In Vivo Model for Testing Effect of Hypoxia on Tumor Metastasis.

Hypoxia has been implicated in the metastasis of Ewing sarcoma (ES) by clinical observations and in vitro data, yet direct evidence for its pro-metastatic effect is lacking and the exact mechanisms of its action are unclear. Here, we report an animal model that allows for direct testing of the effects of tumor hypoxia on ES dissemination and investigation into the underlying pathways involved. This approach combines two well-established experimental strategies, orthotopic xenografting of ES cells and femoral artery ligation (FAL), which induces hindlimb ischemia. Human ES cells were injected into the gastrocnemius muscles of SCID/beige mice and the primary tumors were allowed to grow to a size of 250 mm3. At this stage either the tumors were excised (control group) or the animals were subjected to FAL to create tumor hypoxia, followed by tumor excision 3 days later. The efficiency of FAL was confirmed by a significant increase in binding of hypoxyprobe-1 in the tumor tissue, severe tumor necrosis and complete inhibition of primary tumor growth. Importantly, despite these direct effects of ischemia, an enhanced dissemination of tumor cells from the hypoxic tumors was observed. This experimental strategy enables comparative analysis of the metastatic properties of primary tumors of the same size, yet significantly different levels of hypoxia. It also provides a new platform to further assess the mechanistic basis for the hypoxia-induced alterations that occur during metastatic tumor progression in vivo. In addition, while this model was established using ES cells, we anticipate that this experimental strategy can be used to test the effect of hypoxia in other sarcomas, as well as tumors orthotopically implanted in sites with a well-defined blood supply route.

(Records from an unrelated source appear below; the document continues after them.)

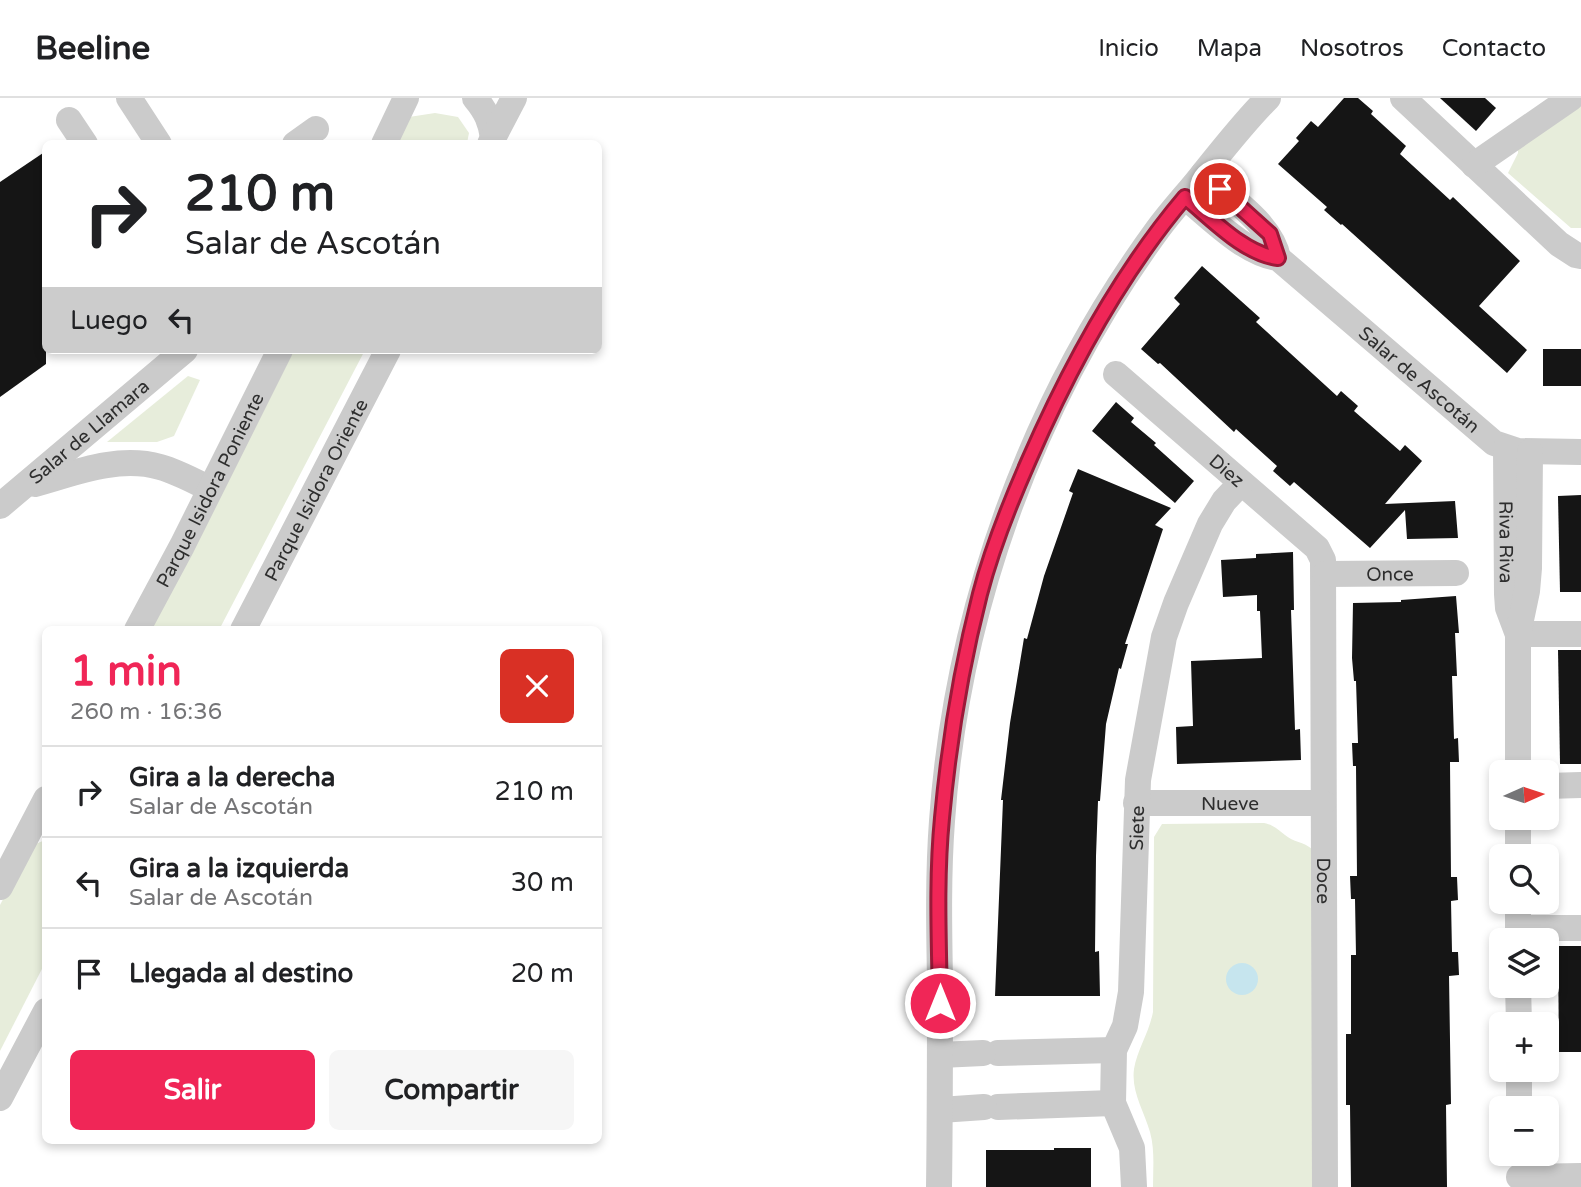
<!DOCTYPE html>
<html lang="es">
<head>
<meta charset="utf-8">
<style>
	body { margin:0; font-family:"Varela Round",sans-serif; background:#f6f6f6; color:#202124; height:100vh; display:flex; flex-direction:column; font-size:26px; white-space:nowrap }
	* { box-sizing:border-box; margin:0 }
	p { font-size:23px; color:#757577 }
	.icon { flex:none; width:38px; height:38px; fill:none; stroke:currentColor; stroke-width:2; stroke-linecap:round; stroke-linejoin:round }
	.map { position:relative; flex:1; overflow:hidden }
	.drawer { position:absolute; left:42px; top:528px; width:560px; height:518px; display:flex; flex-direction:column; background:#fff; border-radius:10px; box-shadow:0 4px 10px #0003 }
	.drawer>* { flex:none }
	.top-card { position:absolute; left:42px; top:42px; width:560px; height:214px; border-radius:10px; box-shadow:0 4px 10px #0003; background:#fff; color:#202124; overflow:hidden }
	.needle { width:46px; rotate:87deg }
	.buttons { position:absolute; left:1489px; top:662px; display:grid; gap:14px }
	.buttons a { display:grid; place-items:center; width:70px; height:70px; border-radius:10px; background:#fff; box-shadow:0 4px 10px #0003; font-size:35px }
	.pin { position:absolute; display:grid; place-items:center; width:60px; height:60px; color:#fff; margin:-30px; border:4px solid #fff; border-radius:50%; box-shadow:0 2px 7px #0007 }
	.me { position:absolute; width:77px; margin:-38px; rotate:0deg; stroke-linejoin:round; filter:drop-shadow(0 0 5px #0008) }
	.turn { display:flex; align-items:center; gap:24px; height:147px; padding:0 28px; font-size:32px }
	.turn .icon { width:91px; height:91px; stroke-width:2.5 }
	.turn b { display:block; font-size:49px; line-height:60px }
	.then { display:flex; align-items:center; height:66px; padding:0 28px; background:#0003; gap:14px; font-size:26px }
	.round { display:grid; place-items:center; flex:none; width:74px; height:74px; border-radius:10px; background:#f6f6f6 }
	.summary { display:flex; align-items:center; justify-content:space-between; height:119px; padding:0 28px }
	h1 { font-size:42px; font-weight:800; line-height:52px; color:#f02657 }
	.button { display:flex; gap:14px; margin-top:auto; padding:14px 28px }
	.button a { flex:1; height:80px; border-radius:10px; background:#f02657; color:#fff; font-size:28px; font-weight:800; line-height:80px; text-align:center }
	.button a+a { background:#f6f6f6; color:#202124 }
	ul { padding:0; list-style:none }
	li { display:flex; align-items:center; gap:21px; height:91px; padding:0 28px; border-top:2px solid #e0e0e0 }
	li div { flex:1 }
	li b { display:block; font-size:26px }
	li em { font-style:normal }
	header { display:flex; align-items:center; gap:42px; box-sizing:border-box; height:98px; padding:0 35px; background:#fff; border-bottom:2px solid #e0e0e0 }
	header strong { font-size:33px }
	nav { display:flex; gap:38px; margin-inline-start:auto; font-size:24px }
	.map>svg:first-child { display:block }
	.green { fill:#e7eddb }
	.water { fill:#c6e5ee }
	.building { fill:#151515 }
	.lines { fill:none; stroke-linecap:round; stroke-linejoin:round }
	.minor { stroke:#cbcbcb; stroke-width:26 }
	.route-casing { stroke:#9c1939; stroke-width:18 }
	.route { stroke:#f02657; stroke-width:12 }
	.labels { text-anchor:middle; stroke-width:7; stroke-linejoin:round; paint-order:stroke }
	.street-label { font-size:19px; fill:#2e2e2e; stroke:#fff }
</style>
</head>
<body>
<header>
<strong>Beeline</strong>
<nav><a>Inicio</a><a>Mapa</a><a>Nosotros</a><a>Contacto</a></nav>
</header>
<div class="map">
<svg width="1581" height="1089" viewBox="0 0 1581 1089">
	<rect width="100%" height="100%" fill="#fff"/>
	<g class="green">
		<polygon points="1581,0 1581,130 1571,130 1508,75 1518,55 1518,37"/>
		<polygon points="435,15 458,19 469,35 467,45 396,46 409,19"/>
		<polygon points="289,252 365,252 219,532 145,532"/>
		<polygon points="188,278 200,282 174,338 157,344 107,344"/>
		<path d="M1264,725c10,2 13,6 21,12 8,7 19,7 27,14l1,338h-160c0,-18 2,-37 -3,-55 -6,-21 -19,-40 -16,-63 3,-19 15,-36 19,-57l1,-175 8,-13z"/>
		<polygon points="45,742 45,865 0,953 0,807 31,748"/>
	</g>
	<circle class="water" cx="1242" cy="881" r="16"/>
	<g class="building">
		<polygon points="1344,0 1358,0 1373,13 1371,16 1406,48 1400,56 1450,102 1453,99 1520,163 1479,208 1527,252 1507,275 1342,126 1341,127 1324,112 1327,109 1278,66 1299,43 1296,40 1311,23 1318,29"/>
		<polygon points="1440,0 1485,0 1496,10 1476,33"/>
		<polygon points="46,53 46,266 0,299 0,84"/>
		<polygon points="1202,168 1260,220 1256,224 1337,298 1341,293 1358,308 1354,313 1400,353 1405,347 1422,363 1385,406 1455,403 1458,440 1407,441 1405,412 1370,450 1294,384 1290,388 1273,373 1277,368 1236,331 1234,334 1160,265 1158,266 1141,251 1180,206 1174,200"/>
		<rect x="1543" y="251" width="38" height="37"/>
		<polygon points="1116,304 1134,320 1131,324 1156,345 1154,347 1194,383 1175,405 1092,333"/>
		<polygon points="1078,371 1171,410 1155,427 1163,431 1125,546 1128,546 1121,571 1119,570 1106,626 1100,703 1098,703 1096,758 1095,854 1099,853 1100,898 995,898 1003,702 1001,702 1010,625 1024,540 1027,541 1044,478 1073,395 1069,393"/>
		<polygon points="1581,397 1581,494 1560,494 1558,398"/>
		<polygon points="1293,454 1294,512 1291,512 1295,632 1300,631 1301,662 1177,666 1176,629 1193,628 1191,563 1262,560 1260,513 1257,513 1257,497 1223,499 1221,462 1256,460 1256,456"/>
		<polygon points="1456,498 1459,535 1455,535 1457,578 1452,578 1454,641 1458,640 1459,664 1450,664 1451,779 1457,779 1458,802 1451,803 1452,854 1458,854 1459,877 1449,878 1451,1006 1446,1007 1447,1089 1351,1089 1350,1007 1346,1007 1346,936 1351,936 1351,857 1356,857 1355,801 1351,801 1350,778 1357,778 1356,668 1353,668 1352,645 1358,645 1356,583 1354,583 1352,560 1353,505 1401,504 1401,502"/>
		<polygon points="1558,552 1581,552 1581,666 1560,666"/>
		<polygon points="1558,848 1581,848 1581,954 1559,954"/>
		<polygon points="1054,1050 1091,1050 1091,1089 986,1089 986,1052 1054,1052"/>
	</g>
	<g class="lines">
		<g class="minor">
			<polyline points="129,0 159,46"/>
			<path d="M475,0c11,13 16,24 18,40"/>
			<polyline points="1403,0 1559,146 1576,157 1581,158"/>
			<polyline points="69,22 85,46"/>
			<polyline points="295,46 316,31"/>
			<polyline points="384,46 406,0"/>
			<polyline points="490,46 514,0"/>
			<polyline points="1474,67 1571,0"/>
			<path d="M1203,76c25,22 69,50 75,84"/>
			<path id="s1" d="M1185,99c25,20 60,57 93,61l216,185 24,8 63,1"/>
			<path id="s2" d="M1116,276l201,174 6,12 2,627"/>
			<path id="s3" d="M1506,350l1,146 1,14 9,24"/>
			<path d="M35,386c39,-11 83,-29 125,-17 18,5 34,14 50,22"/>
			<path id="s4" d="M0,408l185,-156"/>
			<path id="s5" d="M1325,476l131,-1"/>
			<path id="s6" d="M137,532l45,-84 98,-196"/>
			<path id="s7" d="M243,532l145,-280"/>
			<polyline points="1518,536 1581,536"/>
			<polyline points="1518,674 1518,536 1527,493 1529,470 1530,354"/>
			<polyline points="1547,688 1581,687"/>
			<path id="s8" d="M1136,705h187"/>
			<polyline points="1518,719 1518,758"/>
			<polyline points="0,789 46,701"/>
			<polyline points="1518,803 1518,842"/>
			<polyline points="1518,830 1581,830"/>
			<polyline points="1518,887 1519,926"/>
			<polyline points="998,955 1114,952"/>
			<polyline points="940,957 983,955"/>
			<polyline points="1519,971 1519,1010"/>
			<polyline points="0,1000 46,913"/>
			<polyline points="998,1009 1113,1005"/>
			<polyline points="940,1012 984,1009"/>
			<polyline points="1519,1079 1581,1078"/>
			<path d="M939,1089c1,-69 1,-138 1,-207 -1,-53 -2,-106 2,-159 15,-212 90,-420 216,-592 14,-19 30,-36 45,-55 21,-26 41,-52 65,-76"/>
			<path id="s9" d="M1134,1089l-2,-39 -19,-45 1,-53 11,-24 6,-34 7,-212 26,-143 12,-34 34,-79 14,-23 17,-18"/>
		</g>
	</g>
	<g class="lines">
		<defs>
			<path id="route" d="M940,905c-1,-61 -4,-124 2,-185 7,-76 19,-150 38,-224 12,-46 30,-91 49,-134 41,-94 90,-185 156,-263 26,21 59,57 93,61l-8,-24 -50,-45"/>
		</defs>
		<use href="#route" class="route-casing"/>
		<use href="#route" class="route"/>
	</g>
	<g class="labels">
		<g class="street-label">
			<text dy="7" stroke="none"><textPath href="#s1" startOffset="299">Salar de Ascotán</textPath></text>
			<text dy="7" stroke="none"><textPath href="#s4" startOffset="116">Salar de Llamara</textPath></text>
			<text dy="7" stroke="none"><textPath href="#s2" startOffset="147">Diez</textPath></text>
			<text dy="7" stroke="none"><textPath href="#s6" startOffset="158">Parque Isidora Poniente</textPath></text>
			<text dy="7" stroke="none"><textPath href="#s7" startOffset="158">Parque Isidora Oriente</textPath></text>
			<text dy="7" stroke="none"><textPath href="#s3" startOffset="94">Riva Riva</textPath></text>
			<text dy="7" stroke="none"><textPath href="#s5" startOffset="65">Once</textPath></text>
			<text dy="7" stroke="none"><textPath href="#s8" startOffset="94">Nueve</textPath></text>
			<text dy="7" stroke="none"><textPath href="#s9" startOffset="366">Siete</textPath></text>
			<text dy="7" stroke="none"><textPath href="#s2" startOffset="600">Doce</textPath></text>
		</g>
	</g>
</svg>
<div class="buttons">
<a><svg class="needle" viewBox="-14 -14 28 28"><path d="M0-13l5 13h-10z" fill="#e53935"/><path d="M0 13l5-13h-10z" fill="#757577"/></svg></a>
<a><svg class="icon" aria-label="search" viewBox="0 0 24 24"><circle cx="10" cy="10" r="6"/><path d="M15 15l6 6"/></svg></a>
<a><svg class="icon" aria-label="layers" viewBox="0 0 24 24"><path d="M12 4l9 5-9 5-9-5zM3 14l9 5 9-5"/></svg></a>
<a>+</a>
<a>−</a>
</div>
<div class="pin" style="left:1220px;top:91px;background:#d93025"><svg class="icon" aria-label="arrive" viewBox="0 0 24 24"><path d="M6 21V4h12l-3 4 3 4H6"/></svg></div>
<svg class="me" style="left:940px;top:905px" viewBox="-20 -20 40 40"><circle r="17" fill="#f02657" stroke="#fff" stroke-width="3"/><path d="M0-11L8 9 0 5-8 9z" fill="#fff"/></svg>
<div class="top-card">
<div class="turn"><svg class="icon" aria-label="right" viewBox="0 0 24 24"><path d="M7 20v-9h11M14 6l5 5-5 5"/></svg><div><b>210 m</b>Salar de Ascotán</div></div>
<div class="then">Luego<svg class="icon" aria-label="left" viewBox="0 0 24 24"><path d="M17 20v-9H6M10 6l-5 5 5 5"/></svg></div>
</div>
<section class="drawer">
<div class="summary"><div><h1>1 min</h1><p>260 m · 16:36</p></div><a class="round" style="background:#d93025;color:#fff"><svg class="icon" aria-label="close" viewBox="0 0 24 24"><path d="M6 6l12 12M18 6L6 18"/></svg></a></div>
<ul>
<li><svg class="icon" aria-label="right" viewBox="0 0 24 24"><path d="M7 20v-9h11M14 6l5 5-5 5"/></svg><div><b>Gira a la derecha</b><p>Salar de Ascotán</p></div><em>210 m</em></li>
<li><svg class="icon" aria-label="left" viewBox="0 0 24 24"><path d="M17 20v-9H6M10 6l-5 5 5 5"/></svg><div><b>Gira a la izquierda</b><p>Salar de Ascotán</p></div><em>30 m</em></li>
<li><svg class="icon" aria-label="arrive" viewBox="0 0 24 24"><path d="M6 21V4h12l-3 4 3 4H6"/></svg><div><b>Llegada al destino</b></div><em>20 m</em></li>
</ul>
<div class="button"><a>Salir</a><a>Compartir</a></div>
</section>
</div>
</body>
</html>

High neuropeptide Y release associates with Ewing sarcoma bone dissemination - in vivo model of site-specific metastases.

Ewing sarcoma (ES) develops in bones or soft tissues of children and adolescents. The presence of bone metastases is one of the most adverse prognostic factors, yet the mechanisms governing their formation remain unclear. As a transcriptional target of EWS-FLI1, the fusion protein driving ES transformation, neuropeptide Y (NPY) is highly expressed and released from ES tumors. Hypoxia up-regulates NPY and activates its pro-metastatic functions. To test the impact of NPY on ES metastatic pattern, ES cell lines, SK-ES1 and TC71, with high and low peptide release, respectively, were used in an orthotopic xenograft model. ES cells were injected into gastrocnemius muscles of SCID/beige mice, the primary tumors excised, and mice monitored for the presence of metastases. SK-ES1 xenografts resulted in thoracic extra-osseous metastases (67%) and dissemination to bone (50%) and brain (25%), while TC71 tumors metastasized to the lungs (70%). Bone dissemination in SK-ES1 xenografts associated with increased NPY expression in bone metastases and its accumulation in bone invasion areas. The genetic silencing of NPY in SK-ES1 cells reduced bone degradation. Our study supports the role for NPY in ES bone invasion and provides new models for identifying pathways driving ES metastases to specific niches and testing anti-metastatic therapeutics.